***** RECORDS FOR THE TASK *****
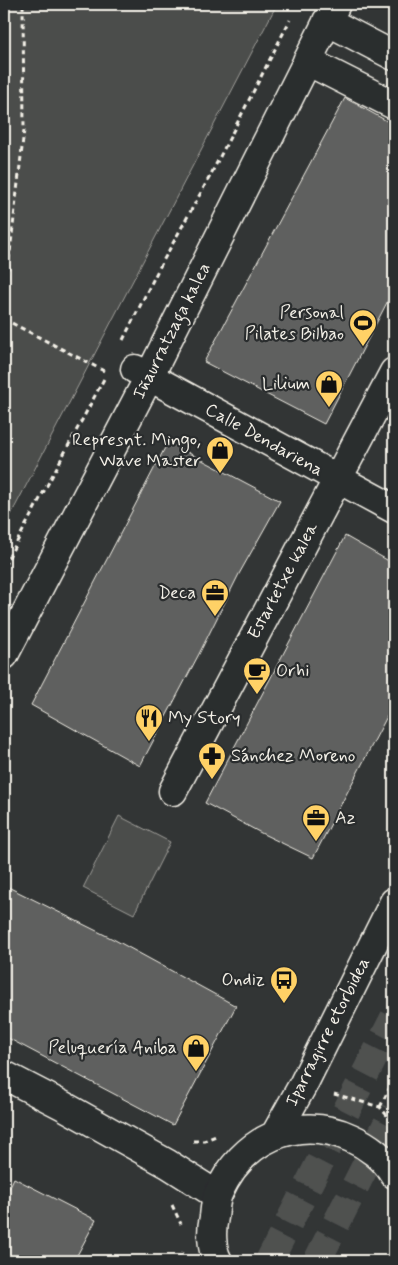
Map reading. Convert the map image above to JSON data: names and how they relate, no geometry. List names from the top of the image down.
{
  "streets": {
    "street": [
      "Iñaurratzaga kalea",
      "Calle Dendariena",
      "Estartetxe kalea",
      "Iparragirre etorbidea"
    ]
  },
  "crossings": [
    ["Iñaurratzaga kalea", "Calle Dendariena"],
    ["Calle Dendariena", "Estartetxe kalea"]
  ],
  "places": {
    "sports": ["Personal Pilates Bilbao"],
    "shop": ["Lilium", "Represnt. Mingo, Wave Master", "Peluquería Aniba"],
    "office": ["Deca", "Az"],
    "cafe": ["Orhi"],
    "restaurant": ["My Story"],
    "pharmacy": ["Sánchez Moreno"],
    "bus stop": ["Ondiz"]
  }
}
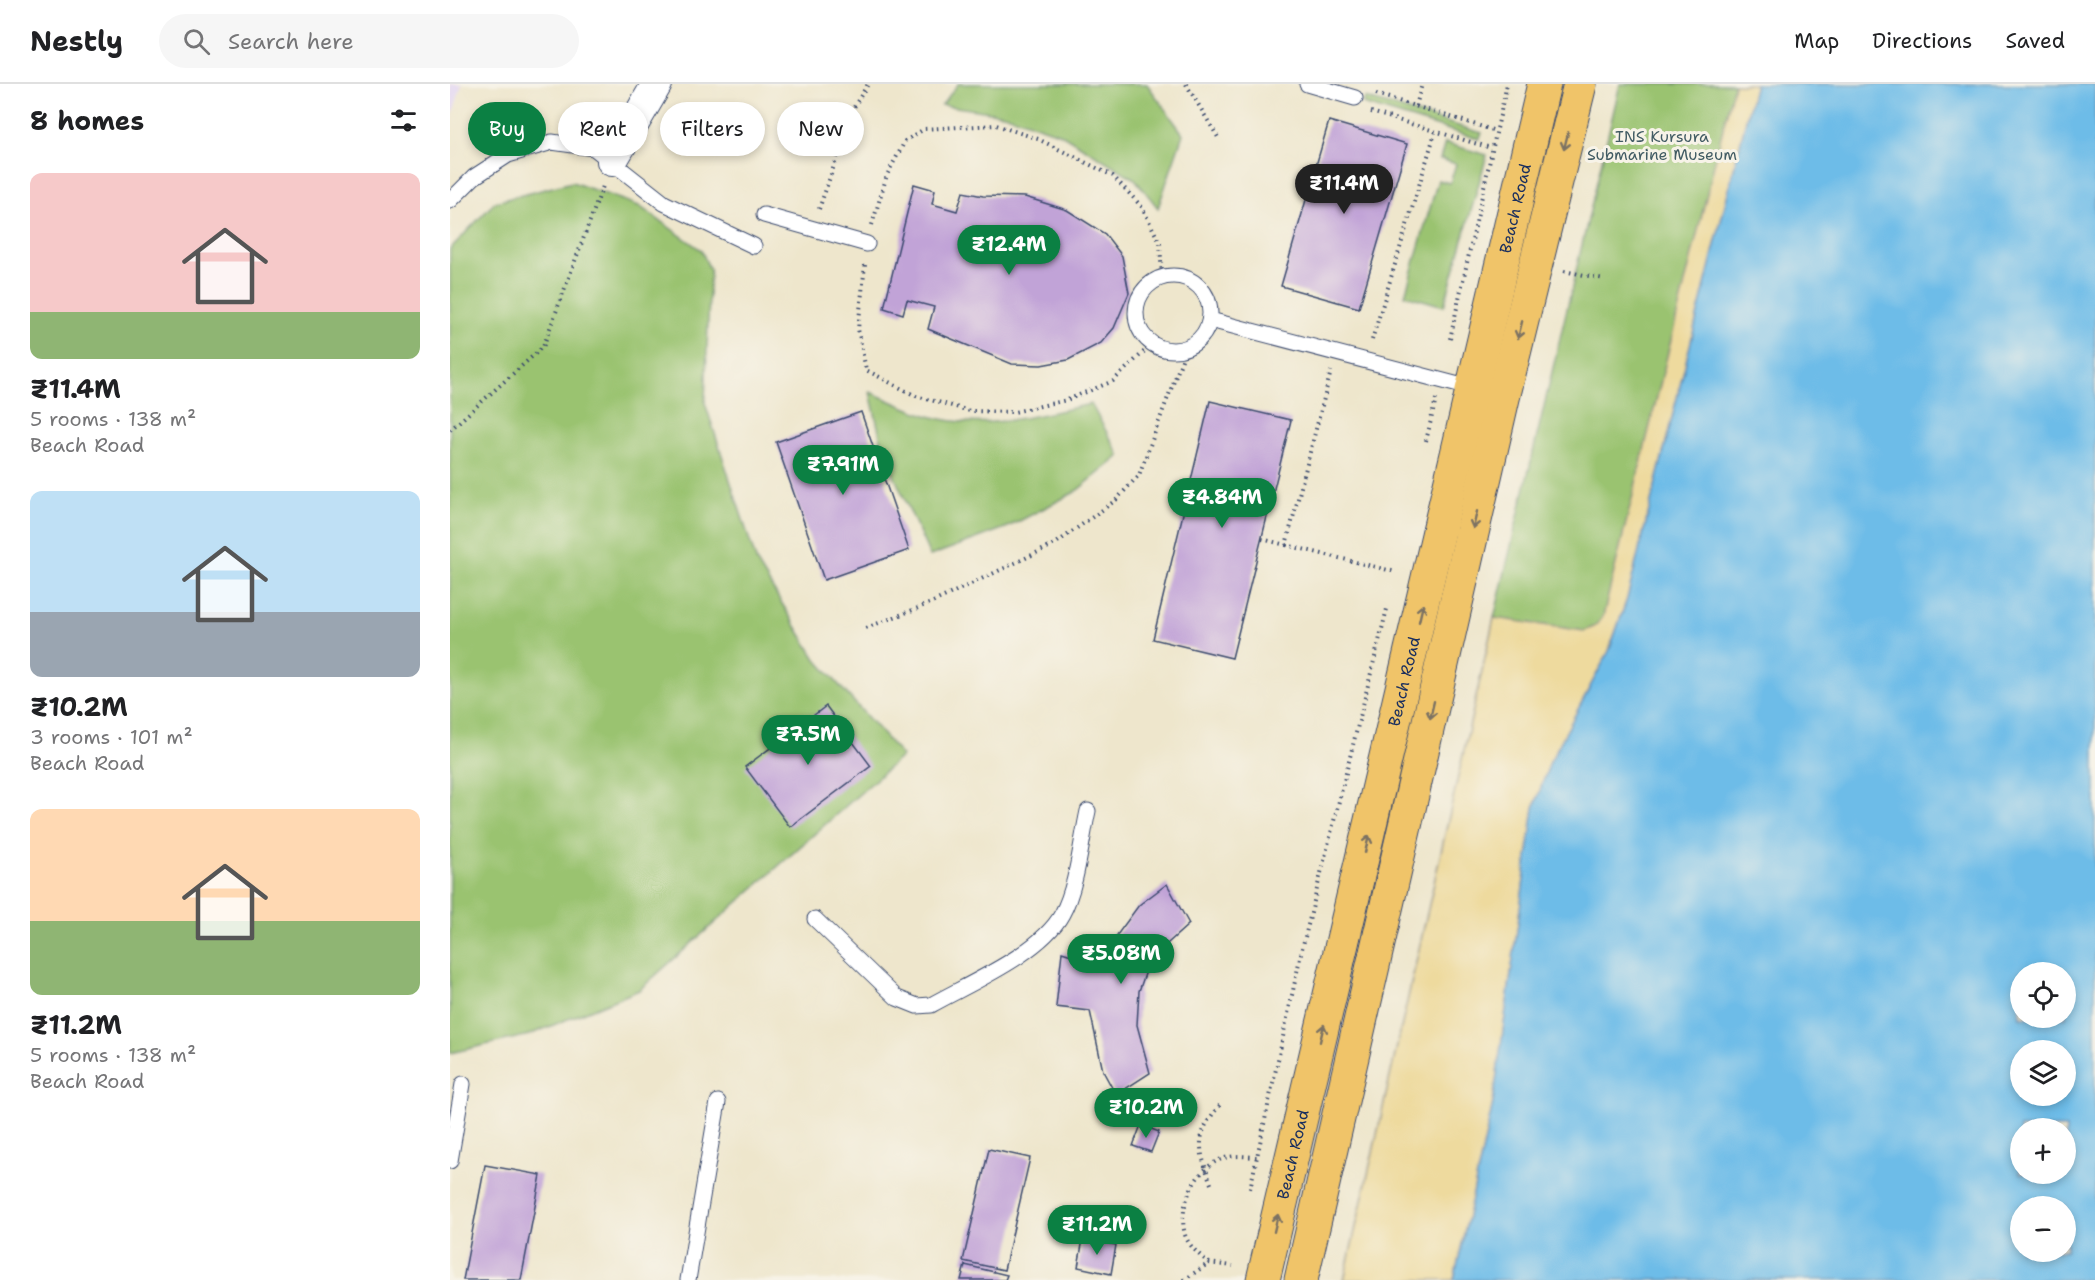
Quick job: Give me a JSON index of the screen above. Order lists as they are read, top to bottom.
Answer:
{
  "streets": {
    "main road": ["Beach Road"]
  },
  "parks": ["INS Kursura Submarine Museum"],
  "page": {
    "header": "Nestly",
    "search": "Search here",
    "nav": ["Map", "Directions", "Saved"],
    "heading": "8 homes",
    "chip": [
      "Buy",
      "Rent",
      "Filters",
      "New"
    ],
    "list": [
      {
        "name": "₹11.4M",
        "note": "5 rooms · 138 m² · Beach Road"
      },
      {
        "name": "₹10.2M",
        "note": "3 rooms · 101 m² · Beach Road"
      },
      {
        "name": "₹11.2M",
        "note": "5 rooms · 138 m² · Beach Road"
      }
    ],
    "price": [
      "₹11.4M",
      "₹12.4M",
      "₹7.91M",
      "₹4.84M",
      "₹7.5M",
      "₹5.08M",
      "₹10.2M",
      "₹11.2M"
    ],
    "map_buttons": ["+", "−"]
  }
}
*****
TASK TO CARRY OUT: From the first line to the last, set down the records above exactly and skip the pictures.

TASK RESPONSE:
Map reading. Convert the map image above to JSON data: names and how they relate, no geometry. List names from the top of the image down.
{
  "streets": {
    "street": [
      "Iñaurratzaga kalea",
      "Calle Dendariena",
      "Estartetxe kalea",
      "Iparragirre etorbidea"
    ]
  },
  "crossings": [
    ["Iñaurratzaga kalea", "Calle Dendariena"],
    ["Calle Dendariena", "Estartetxe kalea"]
  ],
  "places": {
    "sports": ["Personal Pilates Bilbao"],
    "shop": ["Lilium", "Represnt. Mingo, Wave Master", "Peluquería Aniba"],
    "office": ["Deca", "Az"],
    "cafe": ["Orhi"],
    "restaurant": ["My Story"],
    "pharmacy": ["Sánchez Moreno"],
    "bus stop": ["Ondiz"]
  }
}
Quick job: Give me a JSON index of the screen above. Order lists as they are read, top to bottom.
Answer:
{
  "streets": {
    "main road": ["Beach Road"]
  },
  "parks": ["INS Kursura Submarine Museum"],
  "page": {
    "header": "Nestly",
    "search": "Search here",
    "nav": ["Map", "Directions", "Saved"],
    "heading": "8 homes",
    "chip": [
      "Buy",
      "Rent",
      "Filters",
      "New"
    ],
    "list": [
      {
        "name": "₹11.4M",
        "note": "5 rooms · 138 m² · Beach Road"
      },
      {
        "name": "₹10.2M",
        "note": "3 rooms · 101 m² · Beach Road"
      },
      {
        "name": "₹11.2M",
        "note": "5 rooms · 138 m² · Beach Road"
      }
    ],
    "price": [
      "₹11.4M",
      "₹12.4M",
      "₹7.91M",
      "₹4.84M",
      "₹7.5M",
      "₹5.08M",
      "₹10.2M",
      "₹11.2M"
    ],
    "map_buttons": ["+", "−"]
  }
}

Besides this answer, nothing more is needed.